_Work item_: Before doing anything else, copy the entries below exactly.
Start of Working data
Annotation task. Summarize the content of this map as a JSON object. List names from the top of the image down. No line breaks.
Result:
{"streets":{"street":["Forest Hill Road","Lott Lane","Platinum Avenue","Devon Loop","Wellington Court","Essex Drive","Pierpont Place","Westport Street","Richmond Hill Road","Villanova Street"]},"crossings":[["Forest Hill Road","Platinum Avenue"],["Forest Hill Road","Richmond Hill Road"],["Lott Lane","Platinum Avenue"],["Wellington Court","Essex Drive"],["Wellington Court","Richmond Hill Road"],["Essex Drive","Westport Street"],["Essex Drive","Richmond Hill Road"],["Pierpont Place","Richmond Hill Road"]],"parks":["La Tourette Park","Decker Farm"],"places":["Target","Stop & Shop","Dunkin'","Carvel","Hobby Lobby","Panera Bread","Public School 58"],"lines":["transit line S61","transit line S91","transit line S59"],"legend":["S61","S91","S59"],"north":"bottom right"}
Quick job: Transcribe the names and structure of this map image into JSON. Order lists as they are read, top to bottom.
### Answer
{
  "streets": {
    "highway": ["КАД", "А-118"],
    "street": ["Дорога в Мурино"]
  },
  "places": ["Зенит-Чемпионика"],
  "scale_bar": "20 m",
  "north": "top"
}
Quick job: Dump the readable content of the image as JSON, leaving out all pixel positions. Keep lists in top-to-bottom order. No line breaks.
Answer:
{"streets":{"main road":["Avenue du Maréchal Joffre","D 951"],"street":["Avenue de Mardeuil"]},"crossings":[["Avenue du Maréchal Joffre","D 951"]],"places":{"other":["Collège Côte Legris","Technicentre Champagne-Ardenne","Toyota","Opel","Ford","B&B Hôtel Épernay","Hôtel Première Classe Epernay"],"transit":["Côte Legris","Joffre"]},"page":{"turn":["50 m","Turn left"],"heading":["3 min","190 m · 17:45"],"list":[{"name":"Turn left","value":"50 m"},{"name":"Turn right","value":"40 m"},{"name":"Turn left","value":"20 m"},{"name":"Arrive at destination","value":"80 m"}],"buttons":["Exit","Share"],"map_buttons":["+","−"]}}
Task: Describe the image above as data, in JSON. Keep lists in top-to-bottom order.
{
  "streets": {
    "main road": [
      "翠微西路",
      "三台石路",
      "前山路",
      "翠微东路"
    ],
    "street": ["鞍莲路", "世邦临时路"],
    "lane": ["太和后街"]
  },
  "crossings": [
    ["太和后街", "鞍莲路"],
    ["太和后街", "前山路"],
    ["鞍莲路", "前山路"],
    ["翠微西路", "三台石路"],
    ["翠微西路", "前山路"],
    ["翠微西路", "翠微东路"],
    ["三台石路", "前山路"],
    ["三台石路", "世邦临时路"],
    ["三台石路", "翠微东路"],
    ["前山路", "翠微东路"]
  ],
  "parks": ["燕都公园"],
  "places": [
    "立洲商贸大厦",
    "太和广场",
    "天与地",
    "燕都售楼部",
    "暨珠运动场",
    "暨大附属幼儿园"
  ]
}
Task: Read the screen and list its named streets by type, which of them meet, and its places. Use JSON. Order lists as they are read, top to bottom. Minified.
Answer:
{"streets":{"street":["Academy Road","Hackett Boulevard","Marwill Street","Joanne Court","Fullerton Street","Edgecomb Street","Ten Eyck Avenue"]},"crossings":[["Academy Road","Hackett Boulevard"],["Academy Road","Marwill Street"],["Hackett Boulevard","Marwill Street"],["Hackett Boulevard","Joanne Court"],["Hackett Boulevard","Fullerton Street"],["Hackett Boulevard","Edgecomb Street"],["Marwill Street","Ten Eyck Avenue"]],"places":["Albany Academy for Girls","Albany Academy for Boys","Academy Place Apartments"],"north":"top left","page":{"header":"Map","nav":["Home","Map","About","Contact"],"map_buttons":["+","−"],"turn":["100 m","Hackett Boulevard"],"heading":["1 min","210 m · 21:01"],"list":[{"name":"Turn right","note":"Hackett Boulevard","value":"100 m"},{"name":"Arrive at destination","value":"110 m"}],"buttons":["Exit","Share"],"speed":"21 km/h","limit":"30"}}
End of Working data
_Result of the exercise_:
Annotation task. Summarize the content of this map as a JSON object. List names from the top of the image down. No line breaks.
Result:
{"streets":{"street":["Forest Hill Road","Lott Lane","Platinum Avenue","Devon Loop","Wellington Court","Essex Drive","Pierpont Place","Westport Street","Richmond Hill Road","Villanova Street"]},"crossings":[["Forest Hill Road","Platinum Avenue"],["Forest Hill Road","Richmond Hill Road"],["Lott Lane","Platinum Avenue"],["Wellington Court","Essex Drive"],["Wellington Court","Richmond Hill Road"],["Essex Drive","Westport Street"],["Essex Drive","Richmond Hill Road"],["Pierpont Place","Richmond Hill Road"]],"parks":["La Tourette Park","Decker Farm"],"places":["Target","Stop & Shop","Dunkin'","Carvel","Hobby Lobby","Panera Bread","Public School 58"],"lines":["transit line S61","transit line S91","transit line S59"],"legend":["S61","S91","S59"],"north":"bottom right"}
Quick job: Transcribe the names and structure of this map image into JSON. Order lists as they are read, top to bottom.
### Answer
{
  "streets": {
    "highway": ["КАД", "А-118"],
    "street": ["Дорога в Мурино"]
  },
  "places": ["Зенит-Чемпионика"],
  "scale_bar": "20 m",
  "north": "top"
}
Quick job: Dump the readable content of the image as JSON, leaving out all pixel positions. Keep lists in top-to-bottom order. No line breaks.
Answer:
{"streets":{"main road":["Avenue du Maréchal Joffre","D 951"],"street":["Avenue de Mardeuil"]},"crossings":[["Avenue du Maréchal Joffre","D 951"]],"places":{"other":["Collège Côte Legris","Technicentre Champagne-Ardenne","Toyota","Opel","Ford","B&B Hôtel Épernay","Hôtel Première Classe Epernay"],"transit":["Côte Legris","Joffre"]},"page":{"turn":["50 m","Turn left"],"heading":["3 min","190 m · 17:45"],"list":[{"name":"Turn left","value":"50 m"},{"name":"Turn right","value":"40 m"},{"name":"Turn left","value":"20 m"},{"name":"Arrive at destination","value":"80 m"}],"buttons":["Exit","Share"],"map_buttons":["+","−"]}}
Task: Describe the image above as data, in JSON. Keep lists in top-to-bottom order.
{
  "streets": {
    "main road": [
      "翠微西路",
      "三台石路",
      "前山路",
      "翠微东路"
    ],
    "street": ["鞍莲路", "世邦临时路"],
    "lane": ["太和后街"]
  },
  "crossings": [
    ["太和后街", "鞍莲路"],
    ["太和后街", "前山路"],
    ["鞍莲路", "前山路"],
    ["翠微西路", "三台石路"],
    ["翠微西路", "前山路"],
    ["翠微西路", "翠微东路"],
    ["三台石路", "前山路"],
    ["三台石路", "世邦临时路"],
    ["三台石路", "翠微东路"],
    ["前山路", "翠微东路"]
  ],
  "parks": ["燕都公园"],
  "places": [
    "立洲商贸大厦",
    "太和广场",
    "天与地",
    "燕都售楼部",
    "暨珠运动场",
    "暨大附属幼儿园"
  ]
}
Task: Read the screen and list its named streets by type, which of them meet, and its places. Use JSON. Order lists as they are read, top to bottom. Minified.
Answer:
{"streets":{"street":["Academy Road","Hackett Boulevard","Marwill Street","Joanne Court","Fullerton Street","Edgecomb Street","Ten Eyck Avenue"]},"crossings":[["Academy Road","Hackett Boulevard"],["Academy Road","Marwill Street"],["Hackett Boulevard","Marwill Street"],["Hackett Boulevard","Joanne Court"],["Hackett Boulevard","Fullerton Street"],["Hackett Boulevard","Edgecomb Street"],["Marwill Street","Ten Eyck Avenue"]],"places":["Albany Academy for Girls","Albany Academy for Boys","Academy Place Apartments"],"north":"top left","page":{"header":"Map","nav":["Home","Map","About","Contact"],"map_buttons":["+","−"],"turn":["100 m","Hackett Boulevard"],"heading":["1 min","210 m · 21:01"],"list":[{"name":"Turn right","note":"Hackett Boulevard","value":"100 m"},{"name":"Arrive at destination","value":"110 m"}],"buttons":["Exit","Share"],"speed":"21 km/h","limit":"30"}}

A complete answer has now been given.